**Assignment:**
What the task needs is every record repeated exactly, nothing more.

(Records from a data collection)
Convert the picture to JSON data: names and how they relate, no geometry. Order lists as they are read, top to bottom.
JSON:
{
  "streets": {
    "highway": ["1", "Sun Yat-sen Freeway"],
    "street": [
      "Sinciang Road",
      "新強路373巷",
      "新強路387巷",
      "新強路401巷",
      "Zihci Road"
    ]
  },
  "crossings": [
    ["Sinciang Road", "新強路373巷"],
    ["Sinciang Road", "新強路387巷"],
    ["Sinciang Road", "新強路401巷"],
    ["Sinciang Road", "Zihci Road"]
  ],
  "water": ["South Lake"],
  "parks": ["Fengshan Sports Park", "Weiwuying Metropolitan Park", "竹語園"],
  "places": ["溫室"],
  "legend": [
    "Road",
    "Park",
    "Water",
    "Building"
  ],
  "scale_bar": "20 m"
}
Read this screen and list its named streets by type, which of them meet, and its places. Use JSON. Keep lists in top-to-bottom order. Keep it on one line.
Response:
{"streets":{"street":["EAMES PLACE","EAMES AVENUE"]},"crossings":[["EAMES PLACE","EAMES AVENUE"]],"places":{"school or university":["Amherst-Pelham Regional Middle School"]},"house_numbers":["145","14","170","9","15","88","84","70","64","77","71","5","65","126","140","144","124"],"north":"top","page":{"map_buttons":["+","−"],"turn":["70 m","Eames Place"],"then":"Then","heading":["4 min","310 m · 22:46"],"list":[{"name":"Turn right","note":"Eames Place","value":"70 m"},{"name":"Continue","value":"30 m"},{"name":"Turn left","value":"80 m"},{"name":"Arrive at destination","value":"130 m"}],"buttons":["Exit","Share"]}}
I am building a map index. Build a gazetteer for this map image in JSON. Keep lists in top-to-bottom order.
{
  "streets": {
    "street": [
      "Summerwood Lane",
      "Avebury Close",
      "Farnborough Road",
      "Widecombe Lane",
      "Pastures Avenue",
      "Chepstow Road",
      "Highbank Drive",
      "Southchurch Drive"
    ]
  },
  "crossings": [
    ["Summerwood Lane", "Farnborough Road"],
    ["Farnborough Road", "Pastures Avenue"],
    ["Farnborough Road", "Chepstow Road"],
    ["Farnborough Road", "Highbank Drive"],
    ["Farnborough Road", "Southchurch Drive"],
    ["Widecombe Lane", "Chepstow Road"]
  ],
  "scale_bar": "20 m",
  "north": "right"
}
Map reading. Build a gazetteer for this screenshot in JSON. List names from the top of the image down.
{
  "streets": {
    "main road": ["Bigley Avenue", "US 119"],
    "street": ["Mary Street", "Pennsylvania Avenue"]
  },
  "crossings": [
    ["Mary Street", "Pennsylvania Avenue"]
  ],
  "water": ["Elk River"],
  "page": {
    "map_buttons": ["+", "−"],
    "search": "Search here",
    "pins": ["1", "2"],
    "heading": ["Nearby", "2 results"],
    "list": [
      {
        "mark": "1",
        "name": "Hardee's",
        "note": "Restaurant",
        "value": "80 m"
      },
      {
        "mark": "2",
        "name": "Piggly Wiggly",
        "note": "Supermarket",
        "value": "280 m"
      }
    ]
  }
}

**Reply to the task:**
Convert the picture to JSON data: names and how they relate, no geometry. Order lists as they are read, top to bottom.
JSON:
{
  "streets": {
    "highway": ["1", "Sun Yat-sen Freeway"],
    "street": [
      "Sinciang Road",
      "新強路373巷",
      "新強路387巷",
      "新強路401巷",
      "Zihci Road"
    ]
  },
  "crossings": [
    ["Sinciang Road", "新強路373巷"],
    ["Sinciang Road", "新強路387巷"],
    ["Sinciang Road", "新強路401巷"],
    ["Sinciang Road", "Zihci Road"]
  ],
  "water": ["South Lake"],
  "parks": ["Fengshan Sports Park", "Weiwuying Metropolitan Park", "竹語園"],
  "places": ["溫室"],
  "legend": [
    "Road",
    "Park",
    "Water",
    "Building"
  ],
  "scale_bar": "20 m"
}
Read this screen and list its named streets by type, which of them meet, and its places. Use JSON. Keep lists in top-to-bottom order. Keep it on one line.
Response:
{"streets":{"street":["EAMES PLACE","EAMES AVENUE"]},"crossings":[["EAMES PLACE","EAMES AVENUE"]],"places":{"school or university":["Amherst-Pelham Regional Middle School"]},"house_numbers":["145","14","170","9","15","88","84","70","64","77","71","5","65","126","140","144","124"],"north":"top","page":{"map_buttons":["+","−"],"turn":["70 m","Eames Place"],"then":"Then","heading":["4 min","310 m · 22:46"],"list":[{"name":"Turn right","note":"Eames Place","value":"70 m"},{"name":"Continue","value":"30 m"},{"name":"Turn left","value":"80 m"},{"name":"Arrive at destination","value":"130 m"}],"buttons":["Exit","Share"]}}
I am building a map index. Build a gazetteer for this map image in JSON. Keep lists in top-to-bottom order.
{
  "streets": {
    "street": [
      "Summerwood Lane",
      "Avebury Close",
      "Farnborough Road",
      "Widecombe Lane",
      "Pastures Avenue",
      "Chepstow Road",
      "Highbank Drive",
      "Southchurch Drive"
    ]
  },
  "crossings": [
    ["Summerwood Lane", "Farnborough Road"],
    ["Farnborough Road", "Pastures Avenue"],
    ["Farnborough Road", "Chepstow Road"],
    ["Farnborough Road", "Highbank Drive"],
    ["Farnborough Road", "Southchurch Drive"],
    ["Widecombe Lane", "Chepstow Road"]
  ],
  "scale_bar": "20 m",
  "north": "right"
}
Map reading. Build a gazetteer for this screenshot in JSON. List names from the top of the image down.
{
  "streets": {
    "main road": ["Bigley Avenue", "US 119"],
    "street": ["Mary Street", "Pennsylvania Avenue"]
  },
  "crossings": [
    ["Mary Street", "Pennsylvania Avenue"]
  ],
  "water": ["Elk River"],
  "page": {
    "map_buttons": ["+", "−"],
    "search": "Search here",
    "pins": ["1", "2"],
    "heading": ["Nearby", "2 results"],
    "list": [
      {
        "mark": "1",
        "name": "Hardee's",
        "note": "Restaurant",
        "value": "80 m"
      },
      {
        "mark": "2",
        "name": "Piggly Wiggly",
        "note": "Supermarket",
        "value": "280 m"
      }
    ]
  }
}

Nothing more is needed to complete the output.